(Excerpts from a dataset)
——

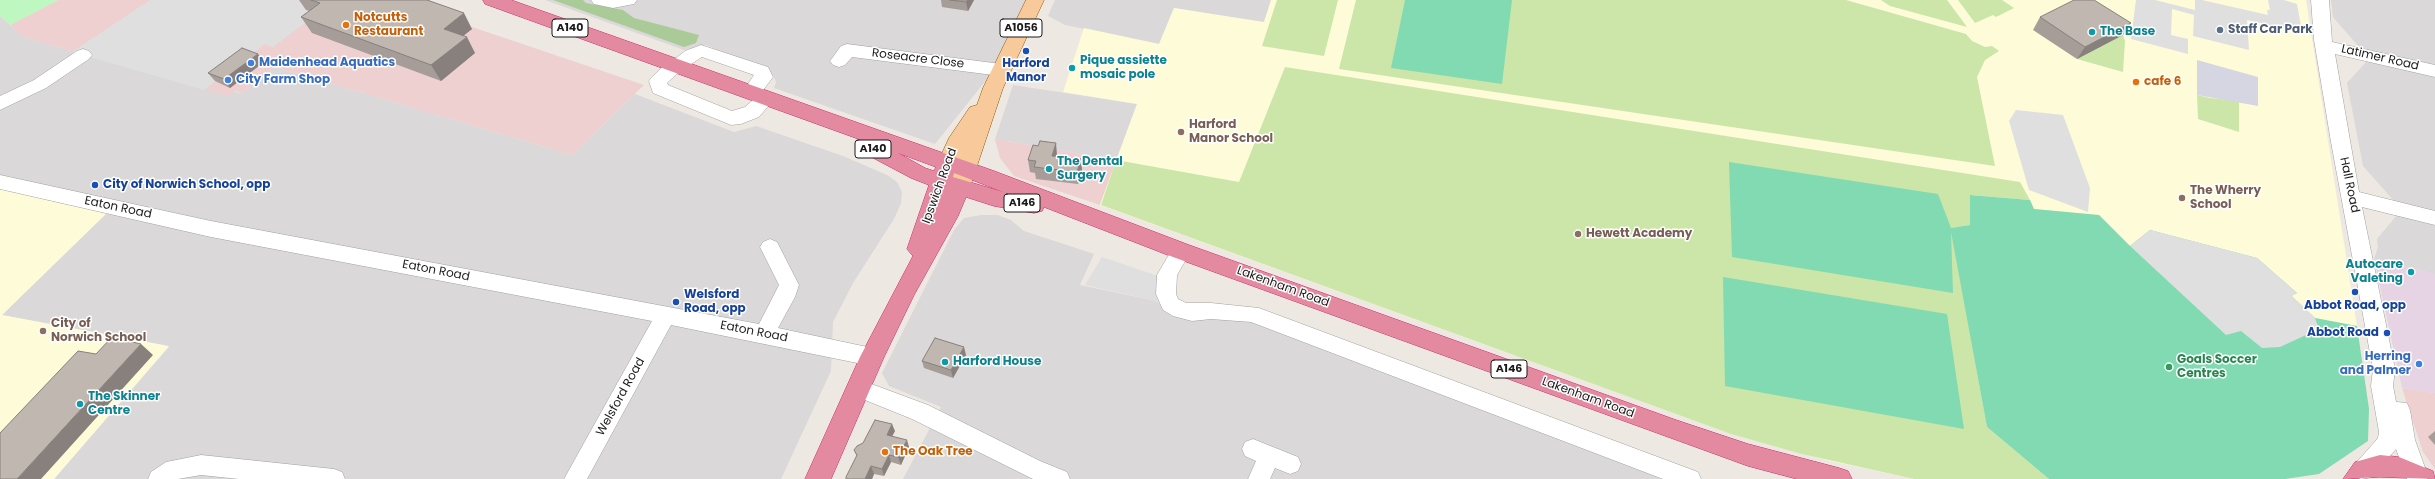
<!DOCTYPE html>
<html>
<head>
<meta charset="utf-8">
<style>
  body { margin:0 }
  canvas { display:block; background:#ede8e1 }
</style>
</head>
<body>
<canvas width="2435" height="479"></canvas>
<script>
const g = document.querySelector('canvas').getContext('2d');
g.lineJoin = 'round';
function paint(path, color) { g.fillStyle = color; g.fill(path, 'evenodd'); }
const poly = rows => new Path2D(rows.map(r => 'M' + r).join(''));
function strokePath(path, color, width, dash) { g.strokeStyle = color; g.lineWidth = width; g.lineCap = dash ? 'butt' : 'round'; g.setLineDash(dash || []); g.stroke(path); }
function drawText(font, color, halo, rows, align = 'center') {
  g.font = font + ' Poppins,sans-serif'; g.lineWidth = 3; g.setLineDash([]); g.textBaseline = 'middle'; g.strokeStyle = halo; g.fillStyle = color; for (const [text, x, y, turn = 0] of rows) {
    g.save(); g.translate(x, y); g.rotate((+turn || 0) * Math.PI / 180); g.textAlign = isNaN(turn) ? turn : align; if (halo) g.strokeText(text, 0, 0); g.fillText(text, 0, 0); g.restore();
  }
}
paint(poly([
  [545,0,1026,0,991,74,935,144,774,88,776,82,773,75,706,45,684,50],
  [1055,0,1271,0,1264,23,1174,8,1159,44,1065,25,1048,16],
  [2331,0,2435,0,2435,274,2374,259,2378,247,2377,239,2397,215,2395,202,2363,166,2347,83,2366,62,2366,55,2333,17],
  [0,16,23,37,186,84,242,93,275,67,572,155,635,94,734,132,756,126,843,156,887,175,897,182,902,192,901,203,894,219,853,283,833,322,831,371,781,479,54,479,169,347,2,315,110,210,0,183],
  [1013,85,1137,104,1116,160,995,139],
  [981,215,998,215,1011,220,1024,231,1094,254,1080,285,1151,300,1158,302,1163,309,1248,320,1676,479,903,479,941,407,889,386,882,373,954,230,964,218]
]), '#dad8d8');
paint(poly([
  [58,0,392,0,644,85,572,155,275,67,242,93,235,91,228,96,23,37,10,25],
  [995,139,1116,160,1100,205,1014,176,1000,158],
  [2402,388,2435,393,2435,469,2423,452]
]), '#eed0d1');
paint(poly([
  [2374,259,2435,274,2435,393,2402,388]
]), '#e6d3e4');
paint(poly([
  [1271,0,2306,0,2357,326,2315,318,2291,295,2297,293,2130,246,2099,215,2034,209,1970,195,1951,228,1987,427,2049,479,1914,479,1826,460,1731,434,1100,205,1137,104,1063,92,1084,28,1159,44,1174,8,1264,22],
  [0,183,111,209,2,315,169,346,54,479,0,479]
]), '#fefbd9');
paint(poly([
  [1277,0,1338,0,1324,56,1262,46],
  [1356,0,1846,0,1966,34,1972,41,1985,47,1992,46,1999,51,1985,60,1977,77,1995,166,1339,69],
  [1881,0,1947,0,1967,27,1890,6],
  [1958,0,2002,0,2014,8,1996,17,1993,15,1975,23],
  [2123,35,2125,41,2123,72,2077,59],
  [1285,67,2020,182,2030,200,1970,195,1970,225,1951,228,1987,427,2049,479,1914,479,1802,454,1731,434,1101,205,1116,160,1239,182],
  [2197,95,2210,98,2239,101,2239,132,2198,119]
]), '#cbe6a8');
paint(poly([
  [553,0,583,0,586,3,623,10,634,18,699,35,696,43,684,47]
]), '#aacb97');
paint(poly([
  [0,0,58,0,10,25,0,16]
]), '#bef7bf');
paint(poly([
  [1405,0,1512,0,1502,84,1391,68],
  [1729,162,1938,194,1951,228,1970,225,1970,195,2030,200,2034,209,2099,215,2130,246,2150,230,2257,258,2297,293,2291,296,2315,318,2357,326,2369,409,2368,441,2319,474,2285,479,2049,479,1987,427,1951,232,1953,293,1732,257],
  [1723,277,1947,314,1964,429,1725,386]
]), '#81dab2');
paint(poly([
  [150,0,319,0,317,14,273,47,265,44,204,90,72,52],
  [2136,0,2155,0,2195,10,2195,0,2202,0,2268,15,2267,10,2270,10,2268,0,2284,0,2297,4,2302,32,2247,20,2249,50,2193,36,2194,15,2172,9,2171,35,2188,39,2188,54,2131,39],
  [2016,110,2063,115,2090,188,2088,212,2029,190,2009,121],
  [2150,230,2257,258,2297,293,2291,296,2315,318,2319,329,2280,347,2262,348,2241,331,2226,335,2130,246],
  [1102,257,1161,277,1165,303,1085,285]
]), '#dfdfdf');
paint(poly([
  [2197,60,2258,77,2258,106,2197,95]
]), '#d6d6e2');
const minor = poly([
  [591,0,637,0,634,4,613,8,594,4,591,0],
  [2311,0,2329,0,2332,42,2435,65,2435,77,2335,54,2359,192,2435,211,2435,225,2362,207,2395,369,2393,386,2396,402,2407,403,2410,410,2415,440,2428,476,2427,479,2407,479,2396,449,2372,477,2361,479,2356,477,2353,470,2356,463,2378,438,2379,432,2371,386,2373,369,2331,142,2314,40,2311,0],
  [847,44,1001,64,1007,66,1010,70,1007,74,1001,76,852,57,845,65,839,67,833,65,830,61,833,57,841,46,847,44],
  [701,45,768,67,773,77,761,93,772,93,775,98,759,117,741,124,731,125,653,93,649,81,652,77,669,61,675,59,685,51,701,45],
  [702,57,754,75,742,93,745,97,755,98,745,107,732,111,668,85,667,83,679,72,702,57],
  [83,49,89,51,92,55,89,59,46,88,0,110,0,96,34,80,77,51,83,49],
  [0,175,211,221,759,324,779,285,760,247,763,242,770,239,777,242,799,285,795,297,778,328,872,348,880,351,883,357,880,363,872,366,671,325,587,479,564,479,652,321,211,237,0,189,0,175],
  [1181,243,1188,246,1191,251,1177,275,1176,294,1178,299,1186,303,1211,303,1259,308,1698,472,1701,479,1663,479,1251,322,1211,319,1192,321,1173,316,1163,310,1156,294,1157,275,1174,246,1181,243],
  [858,379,928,405,1040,461,1067,472,1070,479,1033,479,912,419,850,394,847,388,850,382,858,379],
  [1253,439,1298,457,1301,464,1298,471,1290,474,1275,468,1270,479,1248,479,1256,461,1245,456,1242,449,1245,442,1253,439],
  [201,455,334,469,342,472,345,479,239,479,201,475,178,479,148,479,151,472,166,462,201,455]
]);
const major = poly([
  [1026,0,1044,0,1003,88,970,187,967,193,959,195,951,193,948,187,955,169,947,172,940,169,937,164,949,138,970,107,977,105,983,88,1026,0]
]);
const highway = poly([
  [483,0,511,0,994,171,1189,245,1676,420,1748,444,1839,468,1848,471,1852,479,1797,479,1748,466,1173,257,1044,207,1042,211,1034,213,994,206,966,197,958,216,914,295,884,357,831,479,805,479,860,357,913,256,907,249,929,185,911,178,862,152,859,147,864,141,485,4,483,0],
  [898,153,936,167,934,171,925,168,898,153],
  [954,173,980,183,1003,192,953,177,954,173],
  [2380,455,2399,457,2433,471,2435,479,2380,477,2343,479,2355,462,2380,455]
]);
strokePath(minor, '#a2a2a2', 1);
strokePath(major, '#8e5705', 1);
strokePath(highway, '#d0296d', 1);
paint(minor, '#fff');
paint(major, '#f8ca9b');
paint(highway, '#e38aa1');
paint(poly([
  [299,0,427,0,472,29,463,36,475,53,441,81,312,33,301,17,310,11,306,10],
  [941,0,974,0,968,11,942,7],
  [2040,17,2123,35,2077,59,2033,30],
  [264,62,230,88,215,81,208,73],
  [1057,155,1057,156,1081,159,1082,171,1078,184,1036,179,1035,173,1030,172,1028,160],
  [966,355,953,378,924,368,922,361],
  [895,431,892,436,909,447,901,465,891,462,884,476,874,474,872,479,846,479,857,457,854,450],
  [2435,431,2435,445,2428,437]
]), '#a69d98');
paint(poly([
  [968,0,974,0,968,11,966,2],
  [464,13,472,29,453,44,444,29],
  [2131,23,2123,35,2077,59,2085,47],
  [467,37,475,53,441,81,431,65],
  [258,54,264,62,230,88,224,79],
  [1056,143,1057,155,1053,168,1052,156],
  [1081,159,1082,171,1078,184,1077,172],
  [141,344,153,355,41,479,17,479],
  [964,347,966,355,953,378,951,370],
  [892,424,895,431,889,442,887,435],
  [907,440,909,447,901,465,898,457],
  [889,455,891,462,884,476,882,469],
  [871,466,874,474,872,479,865,479]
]), '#87807c');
const building = poly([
  [311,0,427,0,464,13,444,29,467,37,431,65,301,17,320,3,311,0],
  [950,0,968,0,966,2,950,0],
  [2074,0,2094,0,2131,23,2085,47,2040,17,2074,0],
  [242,48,258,54,224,79,208,73,242,48],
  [1040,141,1056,143,1052,156,1081,159,1077,172,1034,167,1036,161,1028,160,1033,145,1038,146,1040,141],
  [112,337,141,344,17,479,0,479,0,433,78,351,96,354,112,337],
  [935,338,964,347,951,370,922,361,935,338],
  [875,420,892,424,887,435,907,440,898,457,889,455,882,469,871,466,865,479,846,479,846,477,857,455,854,450,857,446,863,443,875,420]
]);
paint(building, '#c1b7b1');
strokePath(building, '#87807c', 1);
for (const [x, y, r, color] of [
  [346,25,4,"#e8710a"],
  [2220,30,4,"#5c6f8a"],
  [2092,32,4,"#0f9aa8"],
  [1026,51,4,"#1a4fb4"],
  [251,63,4,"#3f7fe0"],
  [1072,68,4,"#0f9aa8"],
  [228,80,4,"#3f7fe0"],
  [2136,82,4,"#e8710a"],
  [1181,132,4,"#8d6e63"],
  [1049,169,4,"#0f9aa8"],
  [95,185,4,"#1a4fb4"],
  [2182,198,4,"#8d6e63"],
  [1578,234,4,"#8d6e63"],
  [2411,272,4,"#0f9aa8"],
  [2355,292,4,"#1a4fb4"],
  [676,302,4,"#1a4fb4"],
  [43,331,4,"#8d6e63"],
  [2387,333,4,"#1a4fb4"],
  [945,362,4,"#0f9aa8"],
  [2419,364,4,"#3f7fe0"],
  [2169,367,4,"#2e9e5b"],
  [80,404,4,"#0f9aa8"],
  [885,452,4,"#e8710a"]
]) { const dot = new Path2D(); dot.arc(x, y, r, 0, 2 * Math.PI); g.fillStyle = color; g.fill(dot); strokePath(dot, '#fff', 1.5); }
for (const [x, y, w] of [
  [570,28,36],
  [1021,28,42],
  [873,149,36],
  [1022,203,36],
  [1509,369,36]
]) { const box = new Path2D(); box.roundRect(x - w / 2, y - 9, w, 18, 3); g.fillStyle = '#fff'; g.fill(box); strokePath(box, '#1b1b1b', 1); }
drawText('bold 11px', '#1b1b1b', null, [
  ["A140",570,28],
  ["A1056",1021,28],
  ["A140",873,149],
  ["A146",1022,203],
  ["A146",1509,369]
]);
drawText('bold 12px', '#c56008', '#fff', [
  ["Notcutts",354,18],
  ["Restaurant",354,32],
  ["cafe 6",2144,82],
  ["The Oak Tree",893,452]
], 'left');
drawText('bold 12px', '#4e5e75', '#fff', [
  ["Staff Car Park",2228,30]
], 'left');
drawText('bold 12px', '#0d838f', '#fff', [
  ["The Base",2100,32],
  ["Pique assiette",1080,61],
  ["mosaic pole",1080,75],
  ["The Dental",1057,162],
  ["Surgery",1057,176],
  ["Autocare",2403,265,"right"],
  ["Valeting",2403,279,"right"],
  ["Harford House",953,362],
  ["The Skinner",88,397],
  ["Centre",88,411]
], 'left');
drawText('12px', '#1b1b1b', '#fff', [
  ["Latimer Road",2380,58,13],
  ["Roseacre Close",918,59,7],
  ["Hall Road",2349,185,78],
  ["Ipswich Road",940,186,-70],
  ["Eaton Road",118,208,12],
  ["Eaton Road",436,271,11],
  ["Lakenham Road",1283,287,20],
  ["Eaton Road",754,332,11],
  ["Welsford Road",621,397,-61],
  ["Lakenham Road",1588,398,20]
]);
drawText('bold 12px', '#366cbe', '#fff', [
  ["Maidenhead Aquatics",259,63],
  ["City Farm Shop",236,80],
  ["Herring",2411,357,"right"],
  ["and Palmer",2411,371,"right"]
], 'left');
drawText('bold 12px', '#164399', '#fff', [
  ["Harford",1026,64],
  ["Manor",1026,78],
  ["City of Norwich School, opp",103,185,"left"],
  ["Welsford",684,295,"left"],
  ["Road, opp",684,309,"left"],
  ["Abbot Road, opp",2355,306],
  ["Abbot Road",2379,333,"right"]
]);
drawText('bold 12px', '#785e54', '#fff', [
  ["Harford",1189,125],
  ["Manor School",1189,139],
  ["The Wherry",2190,191],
  ["School",2190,205],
  ["Hewett Academy",1586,234],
  ["City of",51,324],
  ["Norwich School",51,338]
], 'left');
drawText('bold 12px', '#27864d', '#fff', [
  ["Goals Soccer",2177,360],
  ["Centres",2177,374]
], 'left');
</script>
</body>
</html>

——

→ **Action item**
Select every line above that contains the word "font", and copy it.

→ **Result of this exercise**
function drawText(font, color, halo, rows, align = 'center') {
  g.font = font + ' Poppins,sans-serif'; g.lineWidth = 3; g.setLineDash([]); g.textBaseline = 'middle'; g.strokeStyle = halo; g.fillStyle = color; for (const [text, x, y, turn = 0] of rows) {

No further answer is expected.